Performance Shares and Performance UnitsThe Board of Directors may award performance shares and/or performance units under the 2014 Plan. Performance shares and performance units are awards, denominated in either shares or U.S. dollars, which are earned during a specified performance period subject to the attainment of performance criteria, as established by the Board of Directors. The Board of Directors will determine the restrictions and conditions applicable to each award of performance shares and performance units.

 

Effect of Certain Corporate TransactionsThe Board of Directors may, at the time of the grant of an award, provide for the effect of a change in control (as defined in the 2014 Plan) on any award, including (i) accelerating or extending the time periods for exercising, vesting in, or realizing gain from any award, (ii) eliminating or modifying the performance or other conditions of an award, or (iii) providing for the cash settlement of an award for an equivalent cash value, as determined by the Board of Directors.
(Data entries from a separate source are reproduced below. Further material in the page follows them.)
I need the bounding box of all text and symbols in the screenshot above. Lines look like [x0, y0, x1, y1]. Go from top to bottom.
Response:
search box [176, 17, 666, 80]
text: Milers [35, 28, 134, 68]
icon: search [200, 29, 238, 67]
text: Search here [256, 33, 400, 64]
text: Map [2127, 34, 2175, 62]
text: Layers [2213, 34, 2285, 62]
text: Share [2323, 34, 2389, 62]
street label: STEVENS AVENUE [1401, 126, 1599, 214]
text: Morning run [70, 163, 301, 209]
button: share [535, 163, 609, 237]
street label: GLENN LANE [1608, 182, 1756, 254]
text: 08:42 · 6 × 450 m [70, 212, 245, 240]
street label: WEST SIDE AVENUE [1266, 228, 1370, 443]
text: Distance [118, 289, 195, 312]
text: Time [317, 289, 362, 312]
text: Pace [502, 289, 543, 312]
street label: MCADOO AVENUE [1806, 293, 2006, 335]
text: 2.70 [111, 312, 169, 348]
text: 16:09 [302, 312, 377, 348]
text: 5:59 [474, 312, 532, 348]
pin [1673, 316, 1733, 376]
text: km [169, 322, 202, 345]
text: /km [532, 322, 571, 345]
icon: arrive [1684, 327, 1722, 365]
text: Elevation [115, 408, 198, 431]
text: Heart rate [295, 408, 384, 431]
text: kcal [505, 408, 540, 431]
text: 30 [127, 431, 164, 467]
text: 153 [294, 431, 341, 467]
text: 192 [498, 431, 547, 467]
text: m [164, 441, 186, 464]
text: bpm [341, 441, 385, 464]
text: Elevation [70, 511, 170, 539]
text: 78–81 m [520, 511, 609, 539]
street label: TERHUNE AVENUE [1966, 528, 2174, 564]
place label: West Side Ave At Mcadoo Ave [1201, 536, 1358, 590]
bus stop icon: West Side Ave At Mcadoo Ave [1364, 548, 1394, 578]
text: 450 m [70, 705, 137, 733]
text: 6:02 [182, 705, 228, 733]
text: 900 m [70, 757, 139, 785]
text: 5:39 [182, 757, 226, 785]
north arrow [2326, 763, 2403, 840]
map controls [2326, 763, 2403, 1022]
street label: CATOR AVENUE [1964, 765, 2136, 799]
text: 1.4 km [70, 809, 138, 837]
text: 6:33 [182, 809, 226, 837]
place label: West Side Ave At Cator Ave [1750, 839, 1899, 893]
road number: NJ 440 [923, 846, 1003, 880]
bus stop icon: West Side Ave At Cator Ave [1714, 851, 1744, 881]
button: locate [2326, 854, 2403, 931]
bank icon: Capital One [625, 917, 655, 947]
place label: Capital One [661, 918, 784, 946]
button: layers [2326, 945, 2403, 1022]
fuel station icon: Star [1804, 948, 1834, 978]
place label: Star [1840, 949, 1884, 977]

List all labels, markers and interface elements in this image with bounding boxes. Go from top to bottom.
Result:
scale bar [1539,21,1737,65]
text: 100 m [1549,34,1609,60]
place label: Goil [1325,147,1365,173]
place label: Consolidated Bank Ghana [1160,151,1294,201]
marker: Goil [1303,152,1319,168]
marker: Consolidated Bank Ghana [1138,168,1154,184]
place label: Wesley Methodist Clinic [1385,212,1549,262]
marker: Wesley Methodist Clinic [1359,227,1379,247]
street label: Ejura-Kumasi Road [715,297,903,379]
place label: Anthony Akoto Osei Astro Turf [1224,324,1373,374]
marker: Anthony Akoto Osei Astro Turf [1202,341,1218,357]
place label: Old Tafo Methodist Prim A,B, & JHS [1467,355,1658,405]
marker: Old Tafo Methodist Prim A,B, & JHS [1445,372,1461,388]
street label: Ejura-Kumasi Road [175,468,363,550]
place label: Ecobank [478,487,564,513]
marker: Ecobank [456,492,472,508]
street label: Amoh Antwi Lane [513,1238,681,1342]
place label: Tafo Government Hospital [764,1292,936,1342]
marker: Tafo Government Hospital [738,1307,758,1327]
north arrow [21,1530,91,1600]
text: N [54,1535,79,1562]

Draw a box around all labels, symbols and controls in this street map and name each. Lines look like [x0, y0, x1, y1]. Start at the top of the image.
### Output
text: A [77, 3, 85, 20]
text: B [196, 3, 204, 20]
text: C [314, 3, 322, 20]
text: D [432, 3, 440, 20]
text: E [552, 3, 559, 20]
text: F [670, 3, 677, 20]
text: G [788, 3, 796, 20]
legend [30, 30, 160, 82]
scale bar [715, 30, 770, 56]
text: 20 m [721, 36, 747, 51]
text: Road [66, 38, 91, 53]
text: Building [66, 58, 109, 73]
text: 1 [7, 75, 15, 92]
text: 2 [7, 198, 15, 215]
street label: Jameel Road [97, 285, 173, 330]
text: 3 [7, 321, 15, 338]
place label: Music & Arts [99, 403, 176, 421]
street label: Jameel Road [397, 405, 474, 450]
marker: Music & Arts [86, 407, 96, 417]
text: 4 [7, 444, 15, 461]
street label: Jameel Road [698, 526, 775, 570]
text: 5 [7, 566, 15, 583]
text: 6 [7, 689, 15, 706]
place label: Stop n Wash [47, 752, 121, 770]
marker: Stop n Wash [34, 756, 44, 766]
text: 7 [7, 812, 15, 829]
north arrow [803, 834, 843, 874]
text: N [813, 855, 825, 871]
The Board of Directors may, in its discretion and without the need for the consent of any recipient of an award, also take one or more of the following actions contingent upon the occurrence of a change in control: (a) cause any or all outstanding options and stock appreciation rights to become immediately exercisable, in whole or in part; (b) cause any other awards to become non-forfeitable, in whole or in part; (c) cancel any option or stock appreciation right in exchange for a substitute option; (d) cancel any award of restricted stock, restricted stock units, performance shares or performance units in exchange for a similar award of the capital stock of any successor corporation; (e) redeem any restricted stock, restricted stock unit, performance share or performance unit for cash and/or other substitute consideration with a value equal to the fair market value of an unrestricted share of our common stock on the date of the change in control; (f) cancel any option or stock appreciation right in exchange for cash and/or other substitute consideration based on the value of our common stock on the date of the change in control , and cancel any option or stock appreciation right without any payment if its exercise price exceeds the value of our common stock on the date of the change in control; or (g) make such other modifications, adjustments or amendments to outstanding awards as the Board of Directors deems necessary or appropriate.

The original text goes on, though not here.